Dropping data based on a resource attribute

processors:
  filter:
    error_mode: ignore
    traces:
      span:
        - IsMatch(resource.attributes["k8s.pod.name"], "my-pod-name.*")

Dropping metrics with invalid type

processors:
  filter:
    error_mode: ignore
    metrics:
      metric:
        - type == METRIC_DATA_TYPE_NONE

Dropping specific metric and value

processors:
  filter:
    error_mode: ignore
    metrics:
      datapoint:
        - metric.name == "k8s.pod.phase" and value_int == 4

Dropping non-HTTP spans

processors:
  filter:
    error_mode: ignore
    traces:
      span:
        - attributes["http.request.method"] == nil

Dropping HTTP spans

processors:
  filter:
    error_mode: ignore
    traces:
      span:
        - attributes["http.request.method"] != nil

OTTL Functions

The filter processor has access to all OTTL Converter functions

In addition, the processor defines a few of its own functions:

Metrics only functions

HasAttrKeyOnDatapoint

HasAttrKeyOnDatapoint(key)

Returns true if the given key appears in the attribute map of any datapoint on a metric. key must be a string. You must use the metrics.metric context.

Examples:

  • HasAttrKeyOnDatapoint("http.method")
# Drops metrics containing the 'bad.metric' attribute key
filter/keep_good_metrics:
  error_mode: ignore
  metrics:
    metric:
      - 'HasAttrKeyOnDatapoint("bad.metric")'

HasAttrOnDatapoint

HasAttrOnDatapoint(key, value)

Returns true if the given key and value appears in the attribute map of any datapoint on a metric. key and value must both be strings. If the value of the attribute on the datapoint is not a string, value will be compared to "". You must use the metrics.metric context.

Examples:

  • HasAttrOnDatapoint("http.method", "GET")
# Drops metrics containing the 'bad.metric' attribute key and 'true' value
filter/keep_good_metrics:
  error_mode: ignore
  metrics:
    metric:
      - 'HasAttrOnDatapoint("bad.metric", "true")'

Warnings

In general, understand your data before using the filter processor.
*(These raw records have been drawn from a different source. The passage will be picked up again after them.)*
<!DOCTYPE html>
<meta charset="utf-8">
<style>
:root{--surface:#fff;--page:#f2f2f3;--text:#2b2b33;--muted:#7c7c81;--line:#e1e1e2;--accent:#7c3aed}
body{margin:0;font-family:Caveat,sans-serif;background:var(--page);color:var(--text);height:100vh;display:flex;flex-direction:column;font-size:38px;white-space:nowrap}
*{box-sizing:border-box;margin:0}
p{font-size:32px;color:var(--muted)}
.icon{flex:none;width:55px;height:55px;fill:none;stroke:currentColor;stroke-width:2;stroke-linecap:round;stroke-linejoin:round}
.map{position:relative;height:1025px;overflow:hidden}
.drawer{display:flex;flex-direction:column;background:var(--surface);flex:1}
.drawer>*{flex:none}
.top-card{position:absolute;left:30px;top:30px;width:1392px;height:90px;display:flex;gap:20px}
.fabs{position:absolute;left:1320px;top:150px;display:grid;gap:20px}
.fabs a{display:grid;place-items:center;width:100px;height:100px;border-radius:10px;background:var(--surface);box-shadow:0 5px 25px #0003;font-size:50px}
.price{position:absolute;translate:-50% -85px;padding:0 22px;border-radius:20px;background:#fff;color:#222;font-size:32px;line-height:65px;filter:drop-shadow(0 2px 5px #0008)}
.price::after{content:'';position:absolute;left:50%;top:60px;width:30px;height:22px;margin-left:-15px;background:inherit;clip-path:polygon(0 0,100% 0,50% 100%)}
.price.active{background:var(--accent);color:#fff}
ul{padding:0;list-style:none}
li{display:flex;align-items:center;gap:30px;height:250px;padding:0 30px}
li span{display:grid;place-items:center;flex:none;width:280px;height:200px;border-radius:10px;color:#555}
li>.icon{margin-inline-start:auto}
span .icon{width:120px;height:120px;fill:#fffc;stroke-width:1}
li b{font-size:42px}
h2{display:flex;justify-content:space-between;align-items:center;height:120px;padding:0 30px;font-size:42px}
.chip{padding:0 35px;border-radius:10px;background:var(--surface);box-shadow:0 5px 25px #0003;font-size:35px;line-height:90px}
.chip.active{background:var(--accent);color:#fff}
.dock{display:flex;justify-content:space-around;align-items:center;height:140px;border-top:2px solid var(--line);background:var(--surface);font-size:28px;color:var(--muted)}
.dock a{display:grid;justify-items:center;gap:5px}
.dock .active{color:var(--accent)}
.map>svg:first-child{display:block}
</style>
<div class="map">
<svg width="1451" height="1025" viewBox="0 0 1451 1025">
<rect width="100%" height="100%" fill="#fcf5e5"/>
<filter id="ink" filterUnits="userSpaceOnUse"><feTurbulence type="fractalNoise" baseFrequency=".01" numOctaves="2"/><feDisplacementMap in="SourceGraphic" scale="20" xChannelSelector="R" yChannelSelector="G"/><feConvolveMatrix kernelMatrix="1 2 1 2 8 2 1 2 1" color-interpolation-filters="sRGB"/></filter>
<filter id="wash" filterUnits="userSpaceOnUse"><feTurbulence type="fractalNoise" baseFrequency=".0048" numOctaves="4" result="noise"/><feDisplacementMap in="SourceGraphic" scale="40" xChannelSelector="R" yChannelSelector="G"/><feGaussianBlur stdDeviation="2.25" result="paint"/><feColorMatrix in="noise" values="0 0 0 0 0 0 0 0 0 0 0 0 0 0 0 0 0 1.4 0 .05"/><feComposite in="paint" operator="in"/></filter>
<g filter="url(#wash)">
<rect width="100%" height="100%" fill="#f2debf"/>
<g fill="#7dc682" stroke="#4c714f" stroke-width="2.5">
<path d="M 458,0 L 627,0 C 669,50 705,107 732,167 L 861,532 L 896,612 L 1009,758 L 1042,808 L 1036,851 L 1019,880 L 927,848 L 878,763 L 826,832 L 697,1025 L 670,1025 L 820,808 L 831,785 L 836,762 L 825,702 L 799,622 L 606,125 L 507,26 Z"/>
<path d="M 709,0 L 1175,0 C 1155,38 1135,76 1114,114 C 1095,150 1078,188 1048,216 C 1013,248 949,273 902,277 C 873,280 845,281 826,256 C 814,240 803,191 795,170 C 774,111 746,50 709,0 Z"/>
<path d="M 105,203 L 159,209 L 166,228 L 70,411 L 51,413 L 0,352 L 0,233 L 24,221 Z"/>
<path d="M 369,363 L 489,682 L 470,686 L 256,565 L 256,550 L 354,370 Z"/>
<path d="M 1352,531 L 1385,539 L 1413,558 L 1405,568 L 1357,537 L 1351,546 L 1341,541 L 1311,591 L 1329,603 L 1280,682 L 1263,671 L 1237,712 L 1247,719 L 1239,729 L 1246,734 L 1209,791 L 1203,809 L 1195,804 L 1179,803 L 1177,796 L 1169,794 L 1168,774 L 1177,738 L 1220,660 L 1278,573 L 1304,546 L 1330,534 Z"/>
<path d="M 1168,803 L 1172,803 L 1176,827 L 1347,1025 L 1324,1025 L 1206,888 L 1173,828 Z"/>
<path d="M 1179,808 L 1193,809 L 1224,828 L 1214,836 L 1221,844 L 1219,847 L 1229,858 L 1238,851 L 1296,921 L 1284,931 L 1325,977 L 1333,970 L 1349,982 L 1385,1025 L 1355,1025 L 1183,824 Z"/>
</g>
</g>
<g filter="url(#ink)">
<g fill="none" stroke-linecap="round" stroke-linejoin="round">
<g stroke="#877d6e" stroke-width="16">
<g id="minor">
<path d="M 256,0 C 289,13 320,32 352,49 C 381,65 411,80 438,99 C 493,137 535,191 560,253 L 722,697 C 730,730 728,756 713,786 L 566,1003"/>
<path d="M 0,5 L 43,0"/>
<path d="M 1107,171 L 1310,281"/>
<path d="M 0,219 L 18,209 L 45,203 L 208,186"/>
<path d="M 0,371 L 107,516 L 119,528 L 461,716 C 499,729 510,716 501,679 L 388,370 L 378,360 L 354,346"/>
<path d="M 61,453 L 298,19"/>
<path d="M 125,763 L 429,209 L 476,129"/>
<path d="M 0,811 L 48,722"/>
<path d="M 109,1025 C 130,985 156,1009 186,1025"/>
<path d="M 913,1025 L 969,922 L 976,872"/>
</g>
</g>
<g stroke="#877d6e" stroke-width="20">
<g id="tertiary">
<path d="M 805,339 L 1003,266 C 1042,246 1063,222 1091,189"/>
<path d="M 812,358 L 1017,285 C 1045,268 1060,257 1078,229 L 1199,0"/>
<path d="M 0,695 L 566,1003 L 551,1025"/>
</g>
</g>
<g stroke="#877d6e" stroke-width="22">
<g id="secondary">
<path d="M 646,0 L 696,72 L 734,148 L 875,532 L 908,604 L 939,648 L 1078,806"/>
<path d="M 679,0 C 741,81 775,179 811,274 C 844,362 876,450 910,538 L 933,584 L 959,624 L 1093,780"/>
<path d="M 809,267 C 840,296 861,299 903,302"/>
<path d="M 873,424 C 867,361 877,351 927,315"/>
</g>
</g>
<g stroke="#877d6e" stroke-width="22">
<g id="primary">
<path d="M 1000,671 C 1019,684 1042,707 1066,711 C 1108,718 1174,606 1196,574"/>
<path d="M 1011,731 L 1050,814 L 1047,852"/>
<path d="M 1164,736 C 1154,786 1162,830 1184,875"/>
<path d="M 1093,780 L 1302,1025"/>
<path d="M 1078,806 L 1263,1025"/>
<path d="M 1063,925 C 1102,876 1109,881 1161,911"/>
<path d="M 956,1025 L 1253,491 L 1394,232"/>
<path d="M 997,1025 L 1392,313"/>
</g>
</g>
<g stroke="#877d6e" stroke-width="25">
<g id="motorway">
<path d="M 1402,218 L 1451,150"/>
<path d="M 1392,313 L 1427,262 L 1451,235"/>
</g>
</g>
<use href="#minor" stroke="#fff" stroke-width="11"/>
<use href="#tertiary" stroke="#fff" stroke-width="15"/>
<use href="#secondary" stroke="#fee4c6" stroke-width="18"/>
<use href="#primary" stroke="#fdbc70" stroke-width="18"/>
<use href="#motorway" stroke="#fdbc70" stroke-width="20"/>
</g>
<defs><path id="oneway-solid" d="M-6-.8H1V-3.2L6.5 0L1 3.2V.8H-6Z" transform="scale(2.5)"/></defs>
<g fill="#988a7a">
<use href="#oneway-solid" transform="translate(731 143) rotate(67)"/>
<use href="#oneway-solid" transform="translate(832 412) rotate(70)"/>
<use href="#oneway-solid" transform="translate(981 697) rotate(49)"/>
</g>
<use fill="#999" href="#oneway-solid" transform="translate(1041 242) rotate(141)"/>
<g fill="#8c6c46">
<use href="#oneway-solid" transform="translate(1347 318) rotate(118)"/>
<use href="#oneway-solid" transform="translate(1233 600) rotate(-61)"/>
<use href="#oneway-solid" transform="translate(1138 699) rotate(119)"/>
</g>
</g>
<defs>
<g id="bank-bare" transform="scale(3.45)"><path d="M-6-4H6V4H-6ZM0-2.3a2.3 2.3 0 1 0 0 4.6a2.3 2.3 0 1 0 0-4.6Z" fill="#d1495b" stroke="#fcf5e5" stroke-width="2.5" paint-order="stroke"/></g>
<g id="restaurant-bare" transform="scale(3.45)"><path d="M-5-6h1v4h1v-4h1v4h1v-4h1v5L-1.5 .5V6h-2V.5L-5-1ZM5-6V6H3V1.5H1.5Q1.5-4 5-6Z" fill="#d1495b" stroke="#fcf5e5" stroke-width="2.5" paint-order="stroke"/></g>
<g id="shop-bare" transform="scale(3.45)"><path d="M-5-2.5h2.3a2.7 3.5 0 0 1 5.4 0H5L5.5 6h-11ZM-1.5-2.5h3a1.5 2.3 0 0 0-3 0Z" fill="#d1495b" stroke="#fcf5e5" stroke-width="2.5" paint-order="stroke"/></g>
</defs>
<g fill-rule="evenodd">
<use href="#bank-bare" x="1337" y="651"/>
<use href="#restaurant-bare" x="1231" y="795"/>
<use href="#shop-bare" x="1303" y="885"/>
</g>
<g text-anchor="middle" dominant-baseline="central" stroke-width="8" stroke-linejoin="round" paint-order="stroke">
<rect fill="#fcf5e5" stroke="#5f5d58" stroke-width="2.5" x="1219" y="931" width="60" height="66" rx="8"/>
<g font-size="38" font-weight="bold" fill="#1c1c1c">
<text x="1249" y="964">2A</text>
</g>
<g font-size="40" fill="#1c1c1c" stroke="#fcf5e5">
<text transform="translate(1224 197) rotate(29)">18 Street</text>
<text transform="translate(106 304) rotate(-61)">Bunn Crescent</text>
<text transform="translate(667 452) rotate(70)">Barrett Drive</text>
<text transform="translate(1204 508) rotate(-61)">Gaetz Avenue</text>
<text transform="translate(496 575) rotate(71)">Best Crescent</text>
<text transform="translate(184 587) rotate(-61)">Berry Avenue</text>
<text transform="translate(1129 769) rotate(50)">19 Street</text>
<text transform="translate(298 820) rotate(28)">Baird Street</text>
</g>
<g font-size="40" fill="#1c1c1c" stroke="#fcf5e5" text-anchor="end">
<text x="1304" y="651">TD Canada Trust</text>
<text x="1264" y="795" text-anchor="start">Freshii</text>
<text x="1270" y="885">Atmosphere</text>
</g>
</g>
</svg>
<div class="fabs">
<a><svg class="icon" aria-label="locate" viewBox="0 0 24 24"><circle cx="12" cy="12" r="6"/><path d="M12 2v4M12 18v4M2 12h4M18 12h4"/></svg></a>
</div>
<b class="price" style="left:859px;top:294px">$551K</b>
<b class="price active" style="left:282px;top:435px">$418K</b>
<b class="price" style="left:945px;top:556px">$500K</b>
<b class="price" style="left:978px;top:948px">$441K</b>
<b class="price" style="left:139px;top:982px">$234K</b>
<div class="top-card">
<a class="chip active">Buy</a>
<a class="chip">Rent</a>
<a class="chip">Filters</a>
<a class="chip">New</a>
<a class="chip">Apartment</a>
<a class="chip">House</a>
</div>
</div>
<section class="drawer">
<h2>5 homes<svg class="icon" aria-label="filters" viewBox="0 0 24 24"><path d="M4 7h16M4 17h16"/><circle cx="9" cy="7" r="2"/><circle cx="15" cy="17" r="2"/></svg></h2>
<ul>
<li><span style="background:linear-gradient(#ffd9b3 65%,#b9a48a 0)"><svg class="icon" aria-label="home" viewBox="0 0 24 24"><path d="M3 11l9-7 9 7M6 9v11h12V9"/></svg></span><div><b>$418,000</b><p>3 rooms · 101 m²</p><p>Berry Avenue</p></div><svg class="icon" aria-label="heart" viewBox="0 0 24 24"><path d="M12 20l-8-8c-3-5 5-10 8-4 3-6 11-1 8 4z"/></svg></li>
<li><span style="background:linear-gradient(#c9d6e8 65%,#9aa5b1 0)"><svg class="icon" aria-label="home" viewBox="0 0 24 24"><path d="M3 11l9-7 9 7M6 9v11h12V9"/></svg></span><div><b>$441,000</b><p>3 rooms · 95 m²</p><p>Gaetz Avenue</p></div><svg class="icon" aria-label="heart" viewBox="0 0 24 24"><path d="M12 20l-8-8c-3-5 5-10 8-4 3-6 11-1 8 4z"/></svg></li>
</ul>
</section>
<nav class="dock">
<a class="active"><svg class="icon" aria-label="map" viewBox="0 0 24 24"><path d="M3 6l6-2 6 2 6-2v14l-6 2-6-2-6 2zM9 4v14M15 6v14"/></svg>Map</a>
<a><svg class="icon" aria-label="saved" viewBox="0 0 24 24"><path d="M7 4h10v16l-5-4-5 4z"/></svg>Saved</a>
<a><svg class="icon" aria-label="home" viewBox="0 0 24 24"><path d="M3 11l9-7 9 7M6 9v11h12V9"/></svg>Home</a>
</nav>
  • When using the filterprocessor make sure you understand the look of your incoming data and test the configuration thoroughly. In general, use as specific a configuration as possible to lower the risk of the wrong data being dropped.
  • Orphaned Telemetry: The processor allows dropping spans. Dropping a span may lead to orphaned spans if the dropped span is a parent. Dropping a span may lead to orphaned logs if the log references the dropped span.